• Material to process
+++++

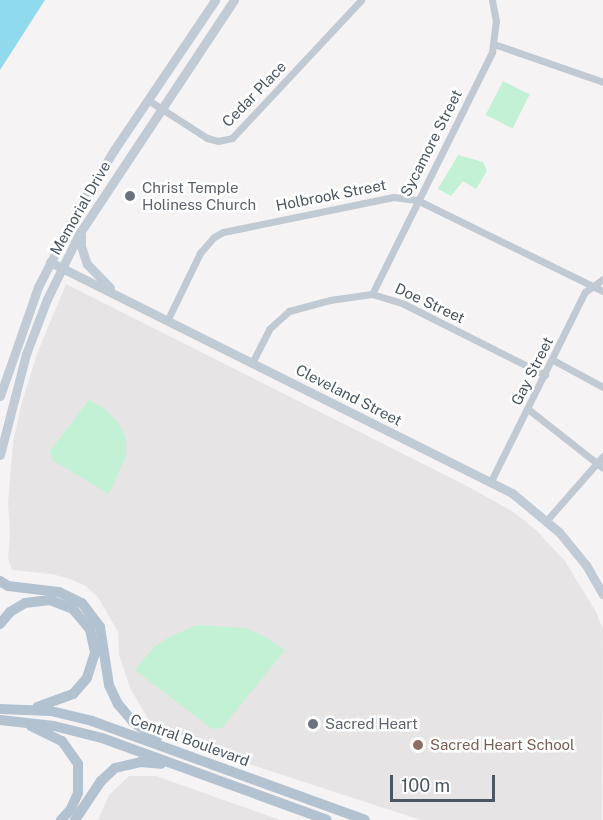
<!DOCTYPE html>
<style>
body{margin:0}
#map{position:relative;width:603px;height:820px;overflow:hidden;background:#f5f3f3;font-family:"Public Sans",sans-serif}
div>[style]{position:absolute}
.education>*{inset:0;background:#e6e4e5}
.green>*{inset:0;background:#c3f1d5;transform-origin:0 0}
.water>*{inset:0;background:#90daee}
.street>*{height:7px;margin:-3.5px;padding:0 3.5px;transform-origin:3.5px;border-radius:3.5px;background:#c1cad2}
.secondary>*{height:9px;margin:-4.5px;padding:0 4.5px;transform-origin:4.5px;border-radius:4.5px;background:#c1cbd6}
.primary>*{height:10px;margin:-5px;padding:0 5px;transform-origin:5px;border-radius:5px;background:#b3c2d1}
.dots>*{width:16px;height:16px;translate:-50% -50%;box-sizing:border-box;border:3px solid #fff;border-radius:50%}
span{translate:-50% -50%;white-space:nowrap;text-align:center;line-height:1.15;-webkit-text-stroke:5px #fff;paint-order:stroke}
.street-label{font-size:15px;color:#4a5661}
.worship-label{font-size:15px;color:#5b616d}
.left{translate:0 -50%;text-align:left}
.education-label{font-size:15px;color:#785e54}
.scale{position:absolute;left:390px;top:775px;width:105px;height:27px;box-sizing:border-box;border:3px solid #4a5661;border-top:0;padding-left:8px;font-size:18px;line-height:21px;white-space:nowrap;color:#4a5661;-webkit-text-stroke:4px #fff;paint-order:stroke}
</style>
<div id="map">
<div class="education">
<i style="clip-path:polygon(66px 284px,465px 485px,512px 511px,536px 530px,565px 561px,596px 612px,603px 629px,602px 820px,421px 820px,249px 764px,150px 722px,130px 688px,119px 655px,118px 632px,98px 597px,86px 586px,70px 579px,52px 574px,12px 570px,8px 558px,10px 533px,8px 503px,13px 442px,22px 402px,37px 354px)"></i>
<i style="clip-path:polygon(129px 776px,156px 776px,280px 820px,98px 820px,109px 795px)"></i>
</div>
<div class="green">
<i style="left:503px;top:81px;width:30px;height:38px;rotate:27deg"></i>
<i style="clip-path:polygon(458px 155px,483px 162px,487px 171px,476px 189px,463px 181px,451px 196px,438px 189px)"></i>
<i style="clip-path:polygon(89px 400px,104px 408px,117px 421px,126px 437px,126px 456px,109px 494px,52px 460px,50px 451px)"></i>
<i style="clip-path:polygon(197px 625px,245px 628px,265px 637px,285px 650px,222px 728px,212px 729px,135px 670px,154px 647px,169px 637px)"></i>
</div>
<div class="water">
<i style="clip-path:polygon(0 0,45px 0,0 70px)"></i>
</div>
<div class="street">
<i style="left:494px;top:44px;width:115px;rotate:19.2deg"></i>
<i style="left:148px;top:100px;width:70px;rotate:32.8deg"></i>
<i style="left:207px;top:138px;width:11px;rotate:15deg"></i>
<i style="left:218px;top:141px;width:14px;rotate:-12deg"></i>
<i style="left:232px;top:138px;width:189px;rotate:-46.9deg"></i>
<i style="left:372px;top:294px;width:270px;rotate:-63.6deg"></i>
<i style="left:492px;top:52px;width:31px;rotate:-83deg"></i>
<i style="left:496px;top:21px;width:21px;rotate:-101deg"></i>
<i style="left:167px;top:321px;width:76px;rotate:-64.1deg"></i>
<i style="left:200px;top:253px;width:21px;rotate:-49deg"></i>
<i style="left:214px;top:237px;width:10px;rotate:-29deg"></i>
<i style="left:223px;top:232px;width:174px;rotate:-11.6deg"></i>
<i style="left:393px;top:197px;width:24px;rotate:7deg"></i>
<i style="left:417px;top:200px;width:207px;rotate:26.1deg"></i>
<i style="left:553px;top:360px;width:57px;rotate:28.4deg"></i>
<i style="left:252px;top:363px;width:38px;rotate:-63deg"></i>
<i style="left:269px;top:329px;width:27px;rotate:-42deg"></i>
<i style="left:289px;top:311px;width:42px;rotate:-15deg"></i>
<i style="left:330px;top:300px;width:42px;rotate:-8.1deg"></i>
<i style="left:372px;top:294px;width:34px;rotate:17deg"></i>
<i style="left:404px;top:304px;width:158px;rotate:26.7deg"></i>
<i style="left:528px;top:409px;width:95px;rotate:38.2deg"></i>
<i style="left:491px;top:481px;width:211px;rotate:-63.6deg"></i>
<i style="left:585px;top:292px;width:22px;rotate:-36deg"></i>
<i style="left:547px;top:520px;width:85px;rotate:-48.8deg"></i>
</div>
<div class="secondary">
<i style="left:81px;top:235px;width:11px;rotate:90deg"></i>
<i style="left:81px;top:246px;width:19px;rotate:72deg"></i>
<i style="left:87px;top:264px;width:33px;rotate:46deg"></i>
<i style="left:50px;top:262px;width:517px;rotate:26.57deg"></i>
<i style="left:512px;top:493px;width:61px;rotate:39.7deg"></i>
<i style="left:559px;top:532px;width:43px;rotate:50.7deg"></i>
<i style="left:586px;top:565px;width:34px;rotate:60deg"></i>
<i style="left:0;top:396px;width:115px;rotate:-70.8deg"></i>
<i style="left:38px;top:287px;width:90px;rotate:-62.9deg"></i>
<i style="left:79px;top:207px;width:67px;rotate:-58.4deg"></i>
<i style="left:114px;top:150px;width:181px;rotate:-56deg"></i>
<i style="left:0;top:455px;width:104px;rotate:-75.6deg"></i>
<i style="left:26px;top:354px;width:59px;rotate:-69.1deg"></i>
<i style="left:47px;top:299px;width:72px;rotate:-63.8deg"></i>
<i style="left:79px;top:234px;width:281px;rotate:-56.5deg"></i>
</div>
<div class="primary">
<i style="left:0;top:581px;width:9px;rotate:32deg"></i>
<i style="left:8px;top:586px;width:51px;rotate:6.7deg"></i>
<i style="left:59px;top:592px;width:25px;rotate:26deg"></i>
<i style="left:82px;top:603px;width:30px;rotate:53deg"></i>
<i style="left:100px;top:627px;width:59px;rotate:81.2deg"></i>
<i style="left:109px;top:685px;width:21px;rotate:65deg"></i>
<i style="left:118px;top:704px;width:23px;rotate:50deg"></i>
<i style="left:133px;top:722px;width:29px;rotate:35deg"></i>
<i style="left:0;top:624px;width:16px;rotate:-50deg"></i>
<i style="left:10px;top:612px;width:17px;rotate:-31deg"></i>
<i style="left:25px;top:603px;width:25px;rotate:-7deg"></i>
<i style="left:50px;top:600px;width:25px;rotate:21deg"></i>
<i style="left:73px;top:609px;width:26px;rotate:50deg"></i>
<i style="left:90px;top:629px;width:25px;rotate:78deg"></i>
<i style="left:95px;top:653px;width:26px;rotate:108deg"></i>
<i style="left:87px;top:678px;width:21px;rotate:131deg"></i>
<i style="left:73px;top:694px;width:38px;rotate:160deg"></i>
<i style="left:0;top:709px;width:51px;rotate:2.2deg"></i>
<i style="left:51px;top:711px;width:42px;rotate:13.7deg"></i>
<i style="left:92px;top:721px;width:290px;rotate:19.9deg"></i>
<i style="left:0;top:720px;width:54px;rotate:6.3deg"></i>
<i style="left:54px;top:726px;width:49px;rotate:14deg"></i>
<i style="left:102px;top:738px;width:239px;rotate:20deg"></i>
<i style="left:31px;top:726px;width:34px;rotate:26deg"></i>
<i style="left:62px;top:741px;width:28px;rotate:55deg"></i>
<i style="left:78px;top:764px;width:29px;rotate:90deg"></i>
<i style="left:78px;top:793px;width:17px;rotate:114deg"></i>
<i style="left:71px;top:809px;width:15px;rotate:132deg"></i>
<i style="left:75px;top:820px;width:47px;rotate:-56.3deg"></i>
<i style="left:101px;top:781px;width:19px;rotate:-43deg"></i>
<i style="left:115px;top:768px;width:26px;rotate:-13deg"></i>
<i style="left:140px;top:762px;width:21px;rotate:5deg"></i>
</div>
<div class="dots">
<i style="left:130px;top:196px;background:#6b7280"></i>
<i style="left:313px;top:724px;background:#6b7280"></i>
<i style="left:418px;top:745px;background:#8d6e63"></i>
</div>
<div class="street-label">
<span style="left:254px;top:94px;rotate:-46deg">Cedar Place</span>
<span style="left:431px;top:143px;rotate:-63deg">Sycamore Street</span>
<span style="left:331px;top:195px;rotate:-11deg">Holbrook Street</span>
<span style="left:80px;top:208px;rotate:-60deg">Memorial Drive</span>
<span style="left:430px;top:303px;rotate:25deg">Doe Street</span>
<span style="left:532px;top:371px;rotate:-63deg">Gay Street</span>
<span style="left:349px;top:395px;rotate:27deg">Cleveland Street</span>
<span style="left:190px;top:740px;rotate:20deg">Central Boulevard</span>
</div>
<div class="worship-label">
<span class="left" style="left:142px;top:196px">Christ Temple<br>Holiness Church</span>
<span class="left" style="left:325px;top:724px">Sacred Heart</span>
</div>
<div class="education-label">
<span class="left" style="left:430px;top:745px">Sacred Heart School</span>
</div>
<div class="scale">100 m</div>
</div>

+++++

• Work to be completed
In the listing above, find each line containing "scale" and copy it.

• Result of the exercise
.scale{position:absolute;left:390px;top:775px;width:105px;height:27px;box-sizing:border-box;border:3px solid #4a5661;border-top:0;padding-left:8px;font-size:18px;line-height:21px;white-space:nowrap;color:#4a5661;-webkit-text-stroke:4px #fff;paint-order:stroke}
<div class="scale">100 m</div>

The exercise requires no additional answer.